YOUR OBJECTIVE: Lines from the one containing "Map reading. Serialize" through the final line of the records below are needed, copied exactly, with no pictures.

==========

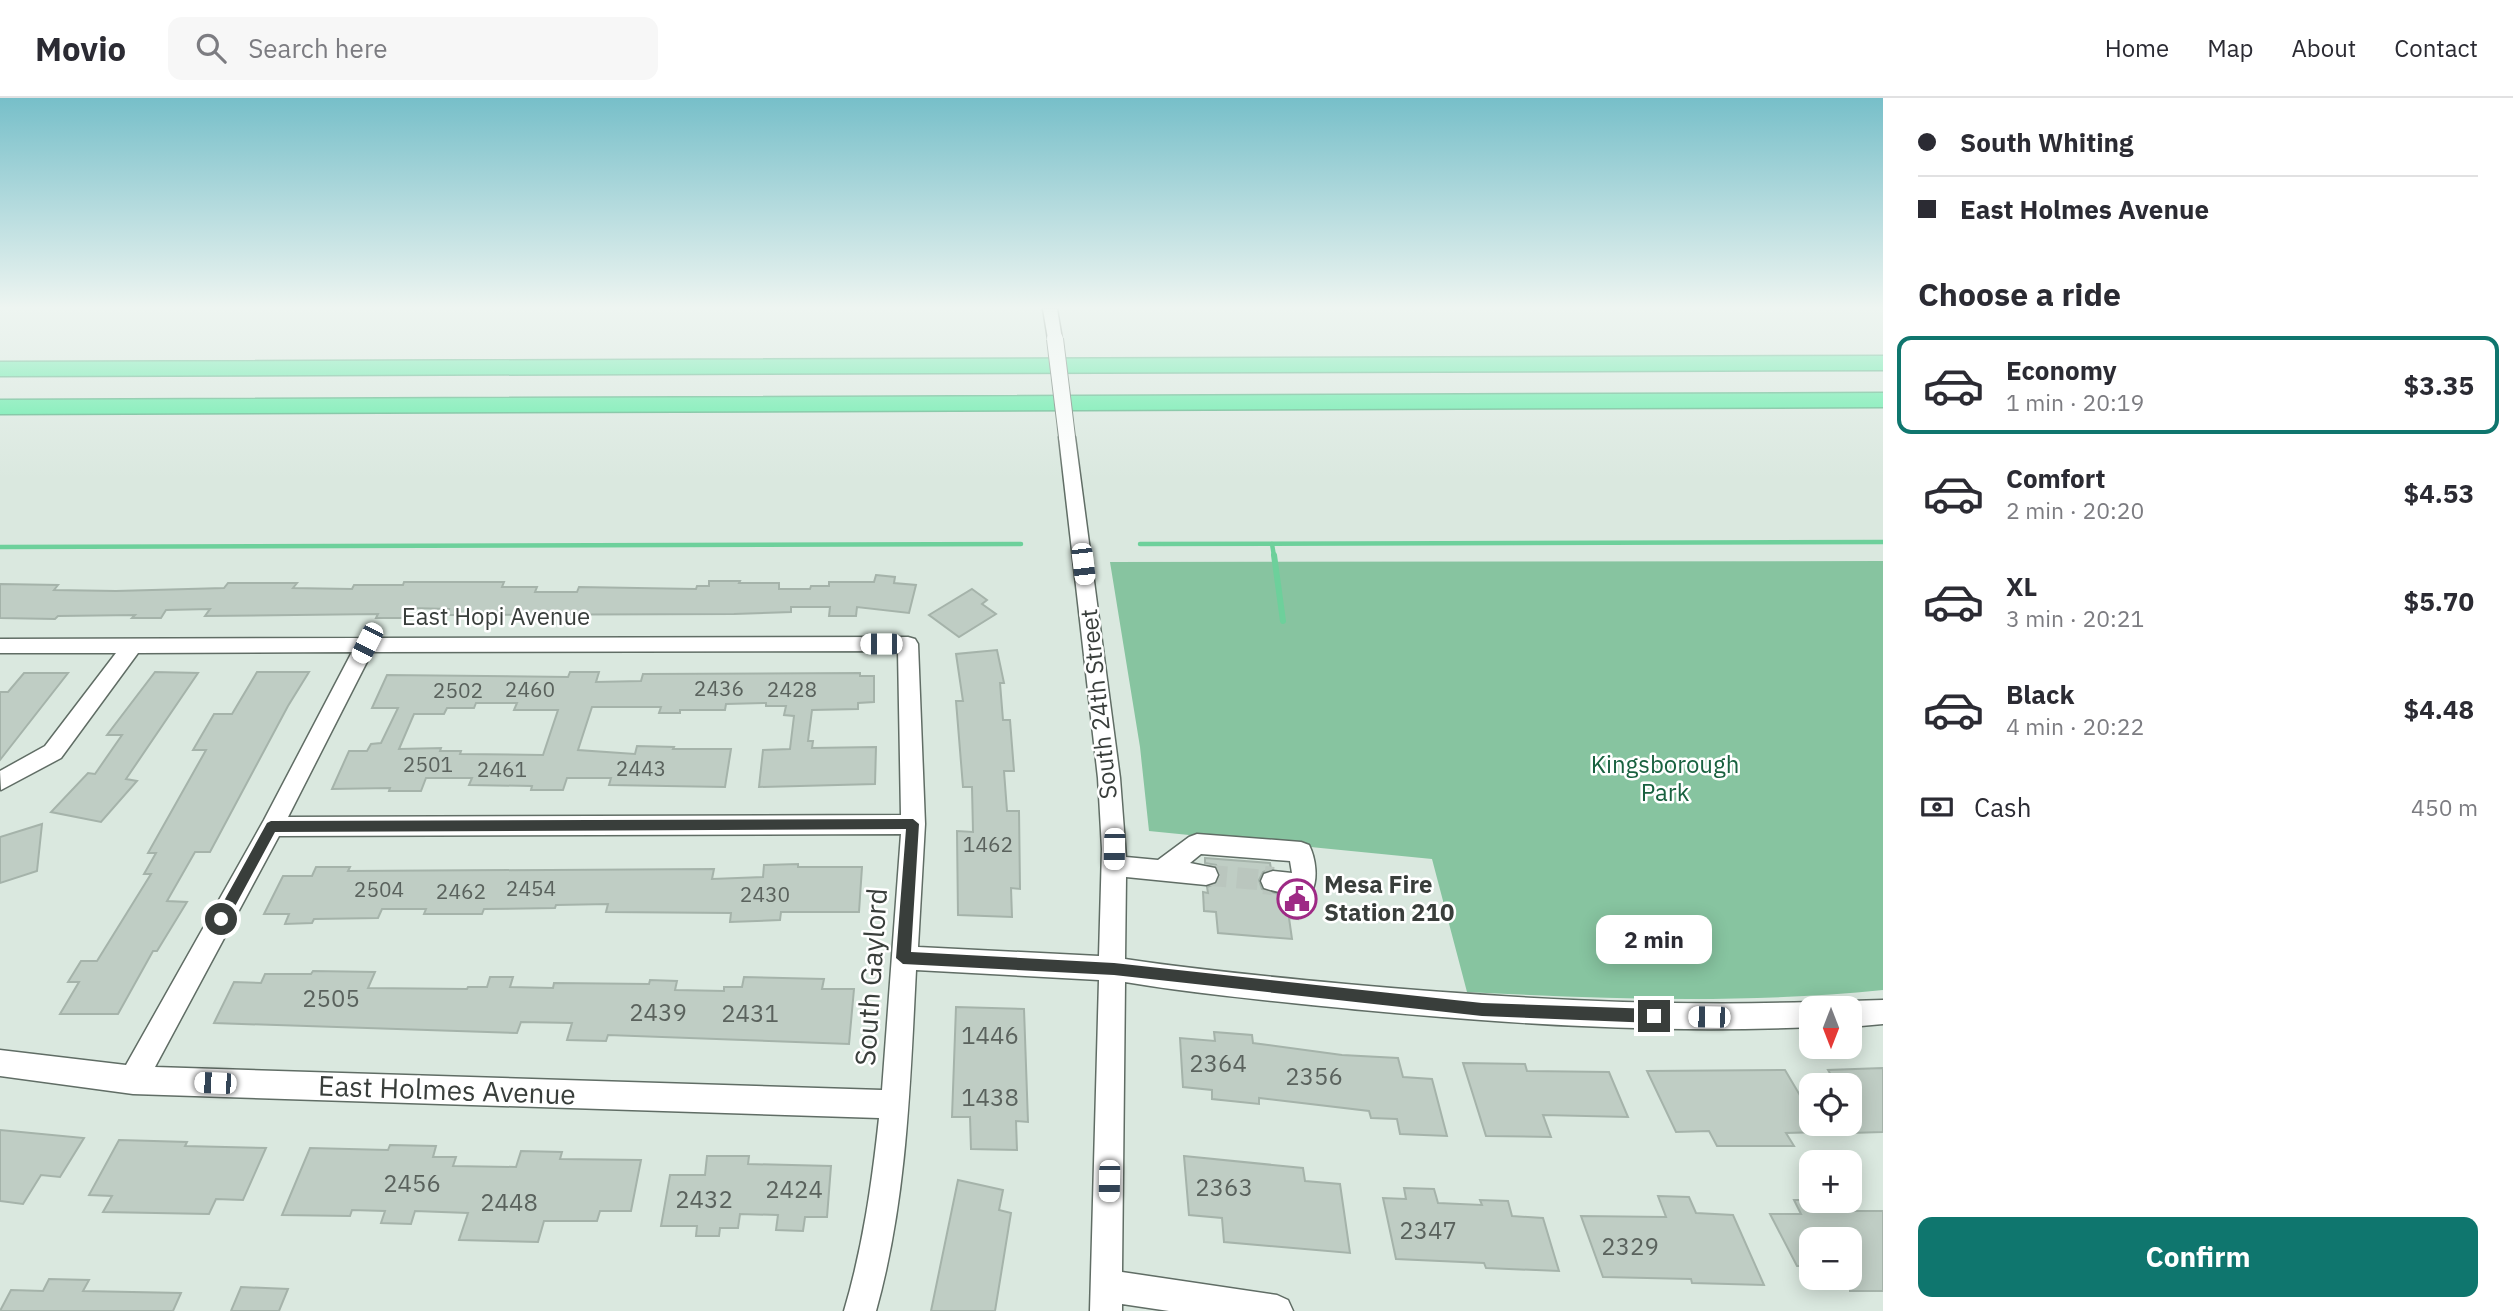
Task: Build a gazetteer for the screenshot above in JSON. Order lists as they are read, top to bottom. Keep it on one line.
{"streets":{"street":["East Hopi Avenue","South 24th Street","South Gaylord","East Holmes Avenue"]},"crossings":[["East Hopi Avenue","South Gaylord"],["South Gaylord","East Holmes Avenue"]],"parks":["Kingsborough Park"],"places":{"public building":["Mesa Fire Station 210"]},"house_numbers":["2436","2460","2428","2502","2501","2443","2461","1462","2454","2504","2462","2430","2505","2439","2431","1446","2364","2356","1438","2456","2363","2424","2432","2448","2347","2329"],"north":"bottom","page":{"header":"Movio","search":"Search here","nav":["Home","Map","About","Contact"],"banner":["South Whiting","East Holmes Avenue"],"heading":"Choose a ride","list":[{"name":"Economy","note":"1 min · 20:19","value":"$3.35"},{"name":"Comfort","note":"2 min · 20:20","value":"$4.53"},{"name":"XL","note":"3 min · 20:21","value":"$5.70"},{"name":"Black","note":"4 min · 20:22","value":"$4.48"}],"pay":["Cash","450 m"],"bubble":"2 min","map_buttons":["+","−"],"buttons":"Confirm"}}
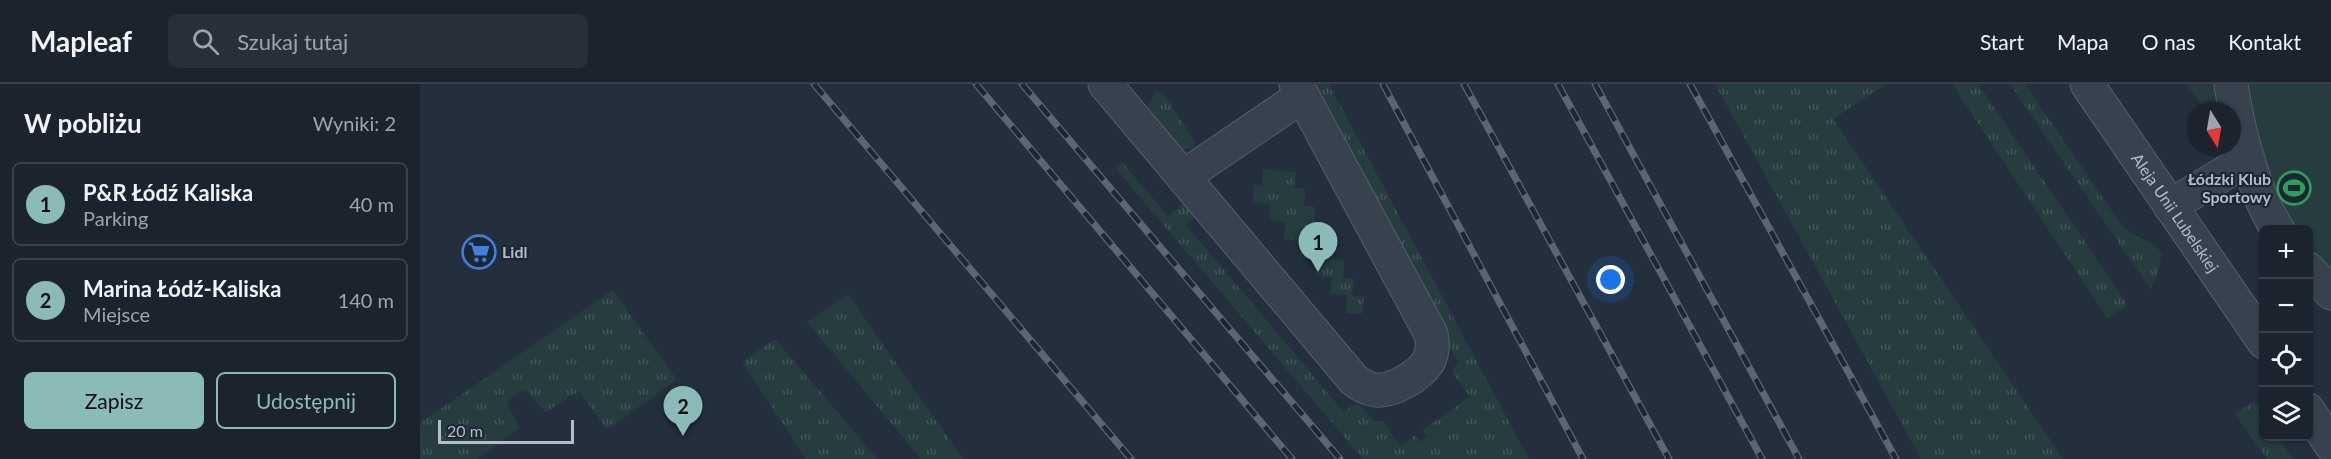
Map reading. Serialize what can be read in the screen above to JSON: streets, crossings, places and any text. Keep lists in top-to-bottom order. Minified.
{"streets":{"street":["Aleja Unii Lubelskiej"]},"places":{"sports":["Łódzki Klub Sportowy"],"supermarket":["Lidl"]},"scale_bar":"20 m","north":"bottom","page":{"header":"Mapleaf","search":"Szukaj tutaj","nav":["Start","Mapa","O nas","Kontakt"],"heading":["W pobliżu","Wyniki: 2"],"list":[{"mark":"1","name":"P&R Łódź Kaliska","note":"Parking","value":"40 m"},{"mark":"2","name":"Marina Łódź-Kaliska","note":"Miejsce","value":"140 m"}],"pins":["1","2"],"map_buttons":["+","−"],"buttons":["Zapisz","Udostępnij"],"scale":"20 m"}}
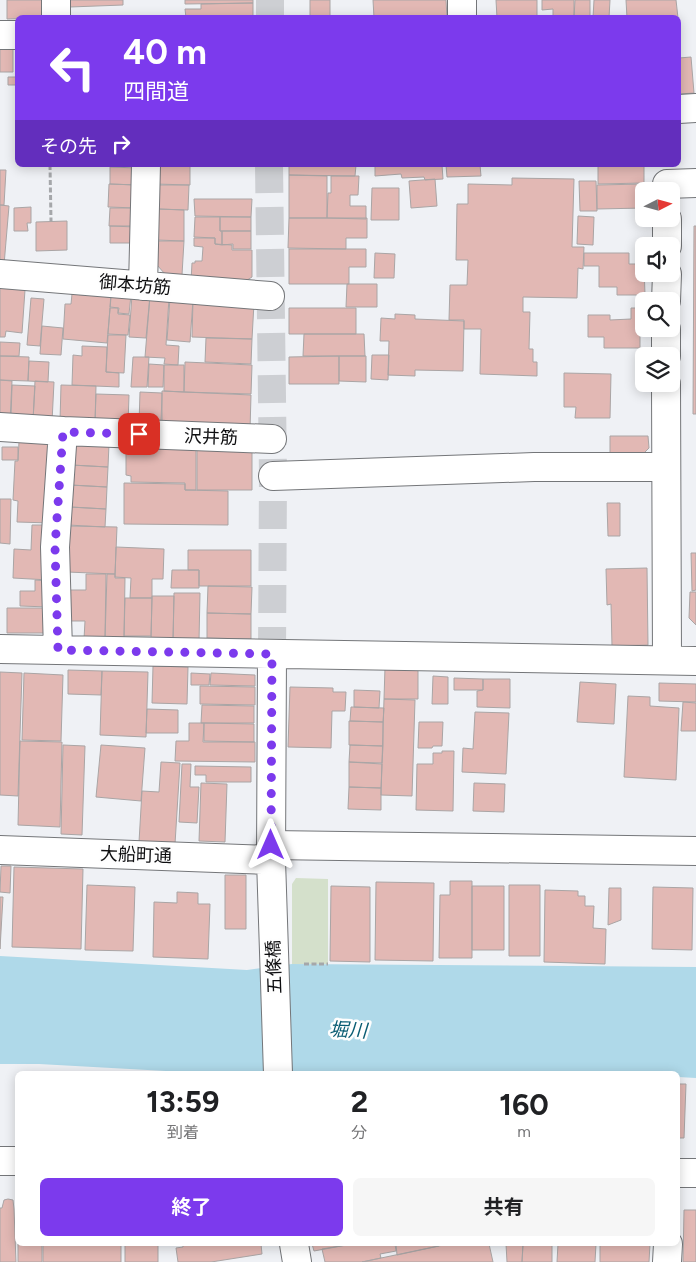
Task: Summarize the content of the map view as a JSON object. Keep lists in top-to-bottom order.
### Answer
{
  "streets": {
    "street": [
      "御本坊筋",
      "沢井筋",
      "大船町通",
      "五條橋"
    ]
  },
  "crossings": [
    ["大船町通", "五條橋"]
  ],
  "water": ["堀川"],
  "north": "right",
  "page": {
    "turn": ["40 m", "四間道"],
    "then": "その先",
    "eta": [
      "13:59",
      "到着",
      "2",
      "分",
      "160",
      "m"
    ],
    "buttons": ["終了", "共有"]
  }
}
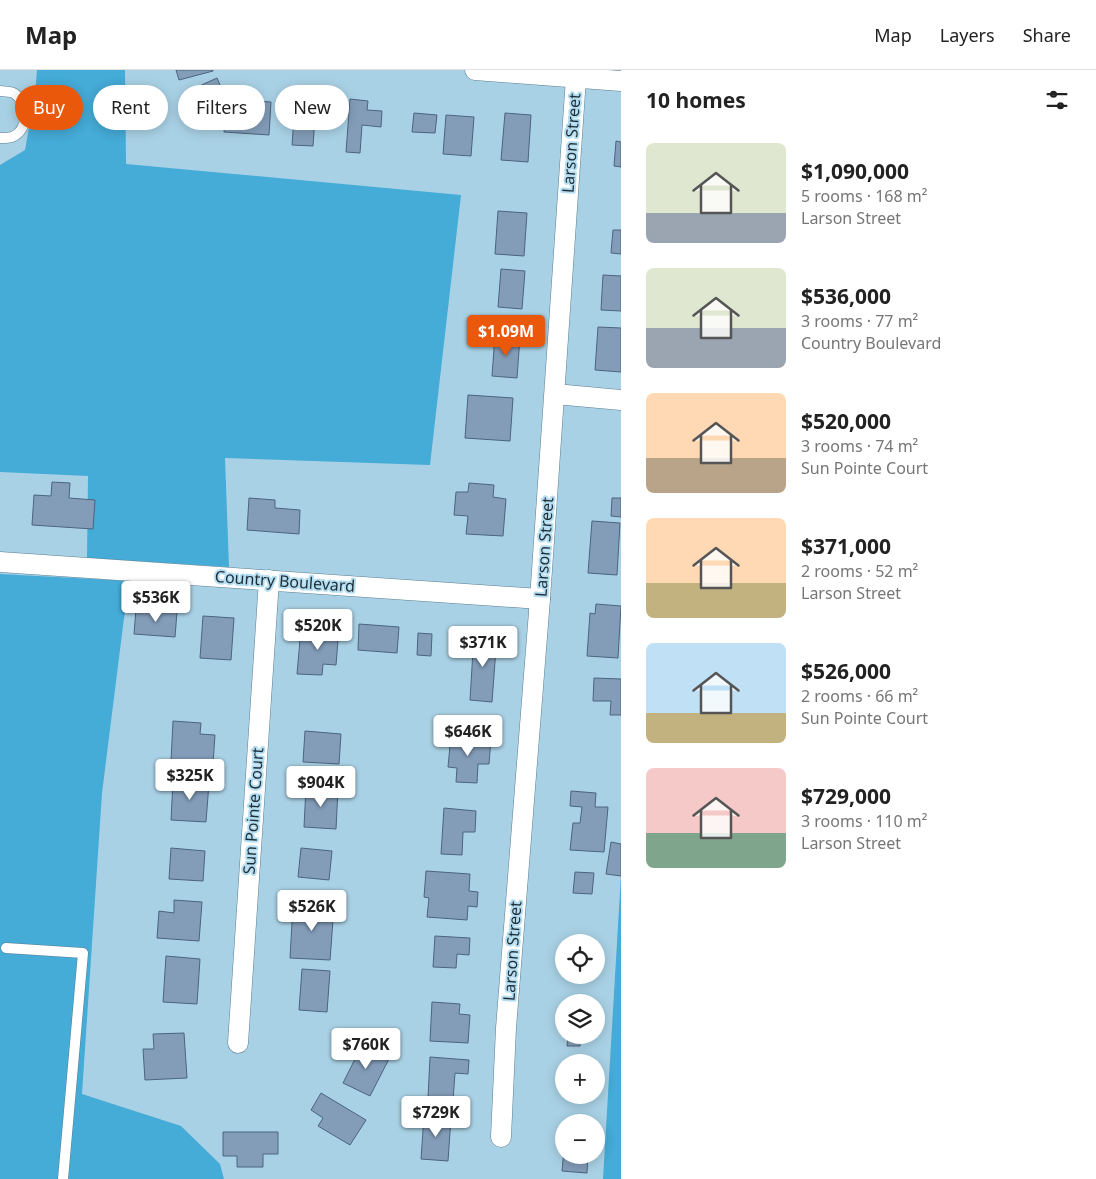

==========

RESULT OF THE TASK:
Map reading. Serialize what can be read in the screen above to JSON: streets, crossings, places and any text. Keep lists in top-to-bottom order. Minified.
{"streets":{"street":["Aleja Unii Lubelskiej"]},"places":{"sports":["Łódzki Klub Sportowy"],"supermarket":["Lidl"]},"scale_bar":"20 m","north":"bottom","page":{"header":"Mapleaf","search":"Szukaj tutaj","nav":["Start","Mapa","O nas","Kontakt"],"heading":["W pobliżu","Wyniki: 2"],"list":[{"mark":"1","name":"P&R Łódź Kaliska","note":"Parking","value":"40 m"},{"mark":"2","name":"Marina Łódź-Kaliska","note":"Miejsce","value":"140 m"}],"pins":["1","2"],"map_buttons":["+","−"],"buttons":["Zapisz","Udostępnij"],"scale":"20 m"}}
Task: Summarize the content of the map view as a JSON object. Keep lists in top-to-bottom order.
### Answer
{
  "streets": {
    "street": [
      "御本坊筋",
      "沢井筋",
      "大船町通",
      "五條橋"
    ]
  },
  "crossings": [
    ["大船町通", "五條橋"]
  ],
  "water": ["堀川"],
  "north": "right",
  "page": {
    "turn": ["40 m", "四間道"],
    "then": "その先",
    "eta": [
      "13:59",
      "到着",
      "2",
      "分",
      "160",
      "m"
    ],
    "buttons": ["終了", "共有"]
  }
}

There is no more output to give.